* Collected data entries *
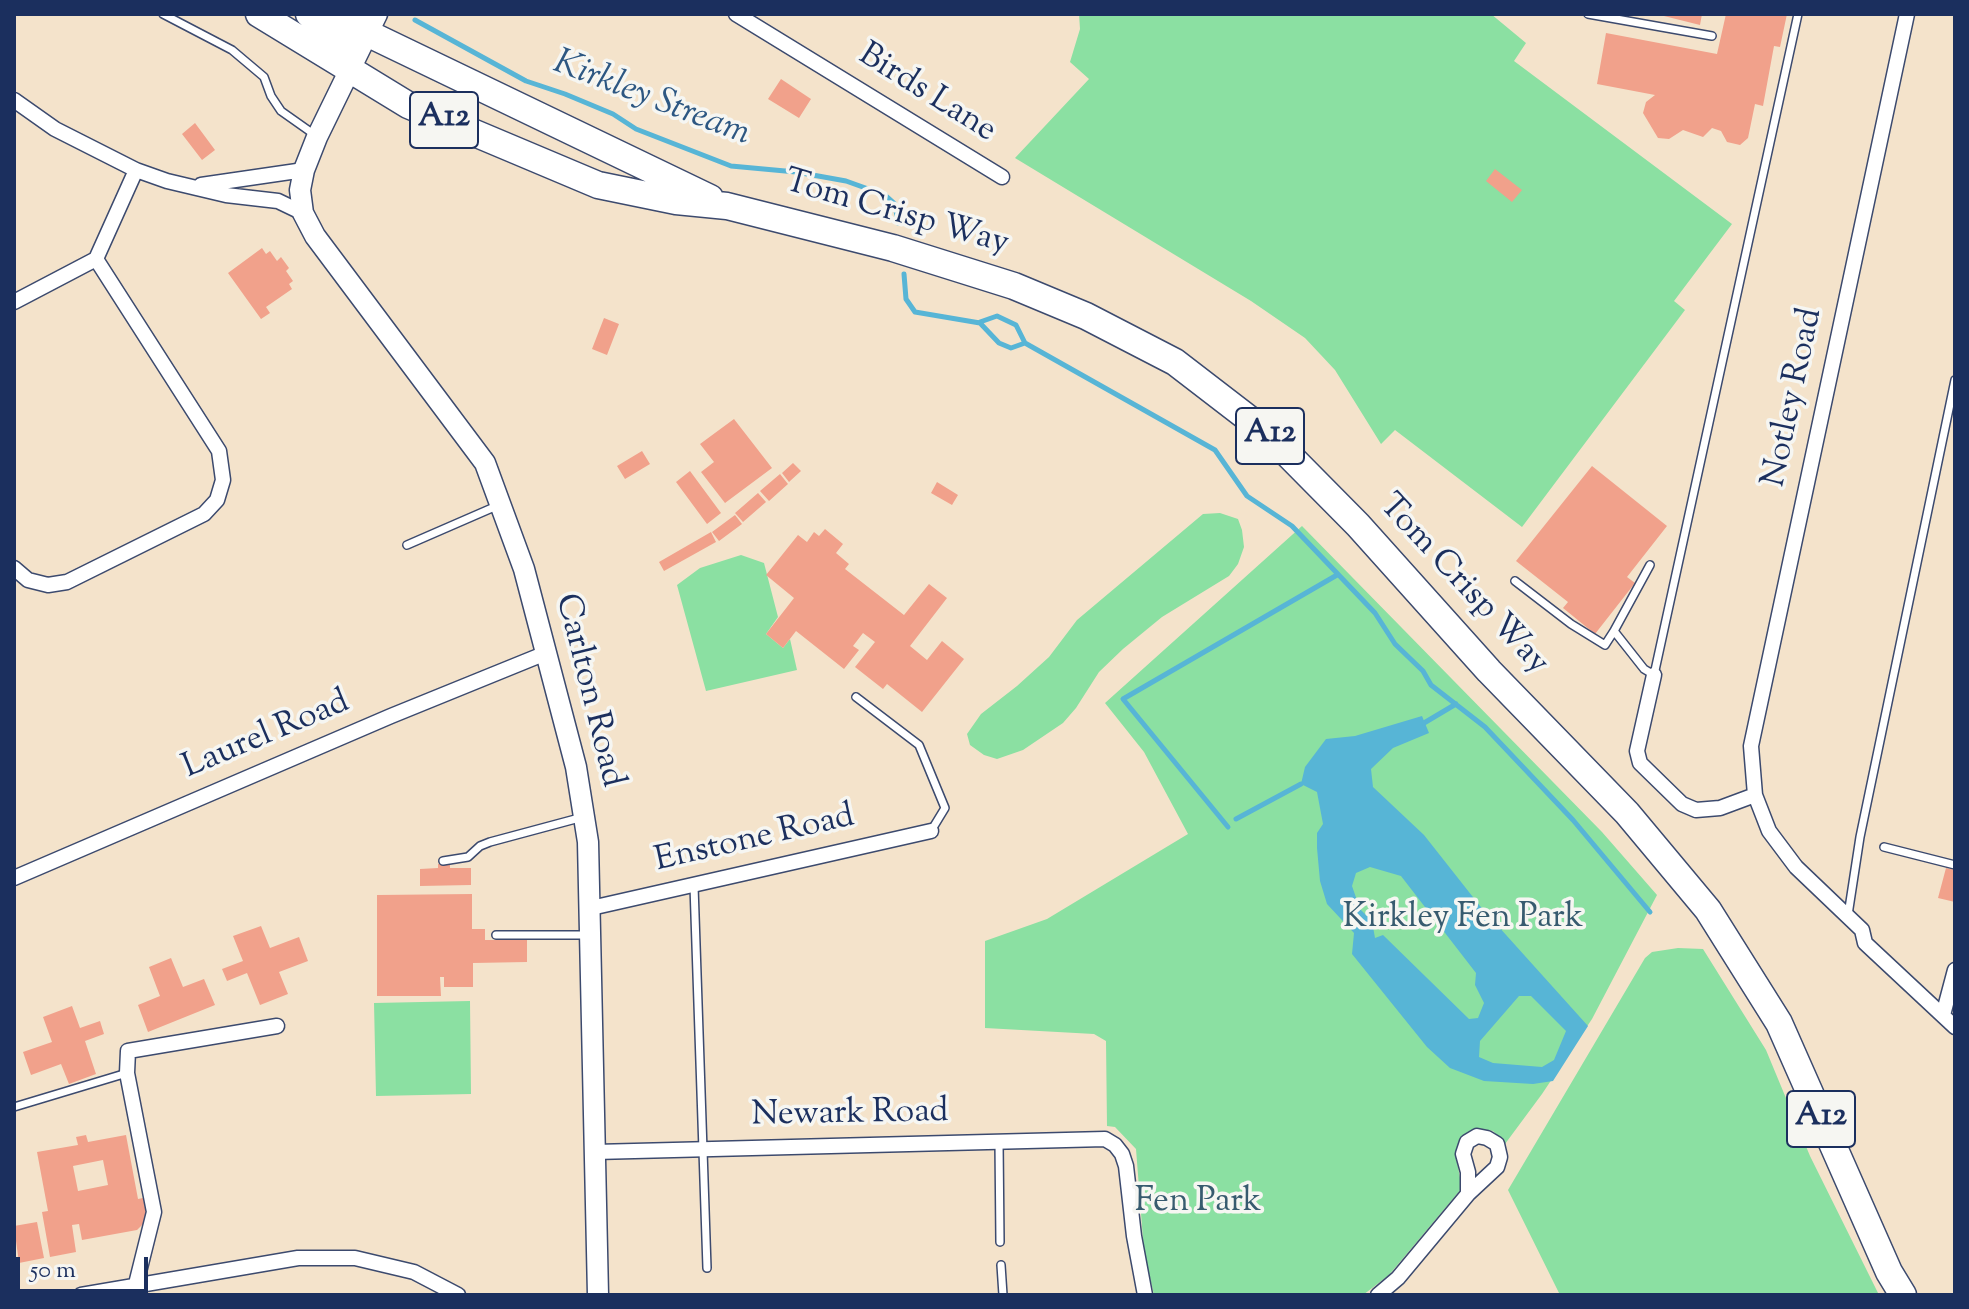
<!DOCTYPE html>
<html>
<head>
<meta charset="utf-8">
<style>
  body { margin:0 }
  #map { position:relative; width:1969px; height:1309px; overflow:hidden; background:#f4e3cb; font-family:"Sorts Mill Goudy",serif }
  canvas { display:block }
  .frame { position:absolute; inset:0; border:16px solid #1b2f5e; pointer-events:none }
  .scale { position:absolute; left:16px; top:1257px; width:132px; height:36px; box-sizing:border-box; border:4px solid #1b2f5e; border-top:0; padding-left:10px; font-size:24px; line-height:28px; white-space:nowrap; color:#1b2f5e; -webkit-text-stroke:6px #f6f6f2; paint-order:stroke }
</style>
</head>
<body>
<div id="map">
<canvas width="1969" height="1309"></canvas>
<div class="frame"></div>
<div class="scale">50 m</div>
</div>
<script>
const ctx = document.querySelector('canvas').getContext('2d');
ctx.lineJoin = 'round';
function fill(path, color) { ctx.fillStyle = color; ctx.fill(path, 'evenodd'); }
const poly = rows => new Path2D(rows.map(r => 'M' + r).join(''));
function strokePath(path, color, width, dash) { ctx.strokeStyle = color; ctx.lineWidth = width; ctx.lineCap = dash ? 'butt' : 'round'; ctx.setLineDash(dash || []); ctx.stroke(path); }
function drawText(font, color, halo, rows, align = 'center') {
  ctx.font = font + ' "Sorts Mill Goudy",serif'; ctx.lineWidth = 7; ctx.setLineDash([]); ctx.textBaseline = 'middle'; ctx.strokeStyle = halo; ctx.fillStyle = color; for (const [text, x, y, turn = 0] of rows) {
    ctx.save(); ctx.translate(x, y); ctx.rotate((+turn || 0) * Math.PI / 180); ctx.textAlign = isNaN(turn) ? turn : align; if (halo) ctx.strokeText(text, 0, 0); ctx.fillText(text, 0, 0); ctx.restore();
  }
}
const green = poly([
  [1079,14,1491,14,1526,43,1514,61,1732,224,1674,301,1685,310,1522,527,1395,430,1381,444,1335,370,1305,338,1251,301,1015,158,1089,79,1070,62,1080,29],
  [1220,513,1238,519,1242,530,1244,547,1238,564,1229,576,1162,617,1123,649,1099,672,1076,708,1063,723,1023,750,997,759,984,755,970,745,967,734,981,714,1017,686,1049,657,1077,620,1203,514],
  [1302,526,1602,832,1657,895,1592,1019,1542,1094,1505,1144,1493,1131,1476,1128,1464,1136,1456,1157,1462,1188,1389,1275,1363,1295,1154,1295,1144,1252,1136,1149,1115,1127,1107,1126,1106,1041,1094,1034,985,1028,985,941,1047,919,1188,834,1144,752,1105,703],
  [741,555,764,563,778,617,766,634,783,648,790,639,797,670,706,691,677,585,700,568],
  [1678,948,1703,949,1766,1050,1810,1156,1879,1295,1560,1295,1508,1190,1645,958,1652,952],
  [470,1001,471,1094,376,1096,374,1003]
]);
const water = poly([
  [1422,716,1429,733,1393,748,1371,769,1373,787,1424,835,1480,906,1588,1026,1553,1081,1533,1084,1484,1081,1450,1068,1427,1047,1352,954,1354,933,1327,904,1320,881,1317,848,1317,833,1323,824,1317,792,1301,784,1305,767,1326,739,1355,736],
  [1370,867,1401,876,1476,973,1475,985,1484,1003,1478,1018,1469,1019,1383,935,1375,938,1372,921,1360,909,1352,886,1356,873],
  [1519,996,1531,996,1566,1031,1554,1060,1542,1067,1493,1063,1479,1057,1480,1041]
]);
const stream = poly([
  [415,20,526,81,565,94,613,114,636,129,731,166,796,172,846,181,885,195,895,204,898,223],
  [904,274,906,299,915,312,980,323,999,343,1011,348,1025,343,1215,450,1247,496,1292,526,1375,613,1395,644,1423,671,1431,685,1485,727,1573,820,1650,912],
  [980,322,997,316,1016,325,1025,343],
  [1424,723,1456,704],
  [1236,819,1301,784],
  [1228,827,1123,699,1337,575]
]);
const building = poly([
  [1656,14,1702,14,1700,25],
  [1726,14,1787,14,1780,47,1774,46,1763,106,1755,104,1748,138,1740,145,1727,142,1721,131,1712,128,1703,137,1683,130,1669,139,1658,138,1643,113,1646,102,1655,95,1597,84,1606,33,1717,54],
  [781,79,811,99,799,118,768,99],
  [195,123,215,150,202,160,182,134],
  [1495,169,1522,190,1512,202,1486,181],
  [262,248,266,254,270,251,277,261,281,257,289,268,286,271,293,281,289,284,292,289,266,307,270,313,261,319,228,273],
  [604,318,619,324,607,355,592,349],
  [734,419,772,468,725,503,701,472,714,462,700,444],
  [642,451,650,464,625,479,617,466],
  [793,463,801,471,789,482,782,473],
  [1592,466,1667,526,1627,577,1635,583,1595,634,1563,608,1568,602,1516,561],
  [690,471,721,513,707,524,676,482],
  [780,474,788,484,769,501,760,491],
  [937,482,958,495,952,505,931,493],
  [758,493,766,502,743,522,735,513],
  [735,515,742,524,719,541,712,532],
  [825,529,843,544,836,553,849,564,845,569,904,615,929,584,947,598,910,646,927,660,942,641,964,659,922,712,887,684,883,689,855,667,875,642,863,633,853,646,859,650,844,669,796,631,783,648,766,634,794,598,766,575,798,535,807,542,814,532,819,536],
  [711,532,716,542,664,571,659,562],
  [438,864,450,864,450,868,471,868,471,885,420,886,420,869,438,868],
  [1946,868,1955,870,1955,902,1938,898],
  [472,894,472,929,485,929,485,940,527,940,527,962,473,963,473,987,444,987,444,977,440,977,441,996,377,996,377,895],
  [261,926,270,948,299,937,308,961,279,972,288,994,260,1005,247,973,227,981,222,969,243,961,233,936],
  [171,958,183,987,204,979,215,1005,148,1032,138,1005,160,996,149,967],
  [72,1006,80,1028,100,1021,104,1034,85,1041,96,1074,69,1084,61,1064,31,1075,23,1052,52,1042,43,1017],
  [86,1135,88,1142,126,1135,138,1199,143,1198,146,1213,143,1224,137,1230,82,1240,79,1224,72,1225,76,1252,50,1257,42,1212,48,1211,37,1152,78,1145,76,1137],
  [103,1160,108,1185,78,1191,73,1166],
  [37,1222,44,1258,19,1263,14,1226]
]);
const lane = poly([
  [163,14,232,50,264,77,271,96,281,111,315,135],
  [1588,14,1712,36],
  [407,545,499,505],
  [1515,581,1571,624,1605,645,1614,631,1644,669,1654,675,1798,14],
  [1614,631,1650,565],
  [856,697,919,745,945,808,931,831],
  [1884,847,1955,865],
  [443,861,468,857,480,846,490,842,583,817],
  [694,886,707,1268],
  [1848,915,1860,837,1955,380],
  [496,935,589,935],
  [14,1107,127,1073],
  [999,1142,1000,1242],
  [1001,1265,1003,1295]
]);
const street = poly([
  [736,14,1002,177],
  [1907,14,1751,746,1755,795,1769,831,1796,867,1862,930,1865,943,1955,1027],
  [14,100,55,129,136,170,167,181,226,195,278,201,303,213],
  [201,185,304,170],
  [14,302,96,259,136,170],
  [14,568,28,580,48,585,67,582,204,514,217,500,223,480,219,451,96,259],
  [1654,675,1637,751,1640,763,1682,804,1696,810,1720,808,1755,795],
  [14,878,391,716,546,653],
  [591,908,931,831],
  [1943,1015,1955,970],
  [595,1152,1105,1139,1115,1145,1122,1154,1126,1166,1134,1236,1145,1295],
  [136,1284,154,1212,127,1073,128,1051,277,1026],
  [81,1295,298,1258,355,1258,414,1272,458,1295],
  [1378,1295,1398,1278,1468,1194,1497,1167,1500,1157,1497,1144,1487,1138,1477,1136,1467,1142,1463,1154,1468,1172,1468,1194]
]);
const secondary = poly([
  [377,14,317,137,304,170,300,190,303,213,315,236,485,463,524,569,576,767,588,842,598,1295]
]);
const highway = poly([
  [259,14,408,105,598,185,676,201,727,206,893,248,1014,286,1086,316,1175,362,1266,432,1358,525,1489,671,1627,813,1708,910,1779,1023,1889,1272,1903,1295],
  [309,14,346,40,350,71],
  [338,14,369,34,710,198]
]);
const shields = [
  [444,120,68],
  [1270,436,68],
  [1821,1119,68]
];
const shieldNames = [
  ["A12",444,120],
  ["A12",1270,436],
  ["A12",1821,1119]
];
const streetNames = [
  ["Birds Lane",926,95,32],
  ["Tom Crisp Way",896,215,16],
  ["Notley Road",1795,398,-78],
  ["Tom Crisp Way",1462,586,47],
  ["Carlton Road",587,691,76],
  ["Laurel Road",267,737,-23],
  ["Enstone Road",755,841,-13],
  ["Newark Road",850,1116,-1]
];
const parkNames = [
  ["Kirkley Fen Park",1463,920],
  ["Fen Park",1198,1204]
];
const waterNames = [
  ["Kirkley Stream",651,101,21]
];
fill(green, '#8be0a2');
fill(water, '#57b5d6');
strokePath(stream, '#57b5d6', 5);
fill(building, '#f1a18b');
strokePath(lane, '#3c4a6e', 10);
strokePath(street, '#3c4a6e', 17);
strokePath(secondary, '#3c4a6e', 23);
strokePath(highway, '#3c4a6e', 29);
strokePath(lane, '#fff', 7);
strokePath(street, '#fff', 14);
strokePath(secondary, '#fff', 20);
strokePath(highway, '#fff', 26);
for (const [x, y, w] of shields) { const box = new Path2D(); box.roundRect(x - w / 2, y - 28, w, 56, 6); ctx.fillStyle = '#f6f6f2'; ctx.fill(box); strokePath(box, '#1b2f5e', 2); }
drawText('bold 32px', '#1b2f5e', null, shieldNames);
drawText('34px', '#1b2f5e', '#f6f6f2', streetNames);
drawText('34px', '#375b6f', '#f6f6f2', parkNames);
drawText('italic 36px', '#2d5782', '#f6f6f2', waterNames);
</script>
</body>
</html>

* What needs to be done *
What is needed here is how many lines of the entries contain "lineWidth"; give that number alone.

* Exercise response *
2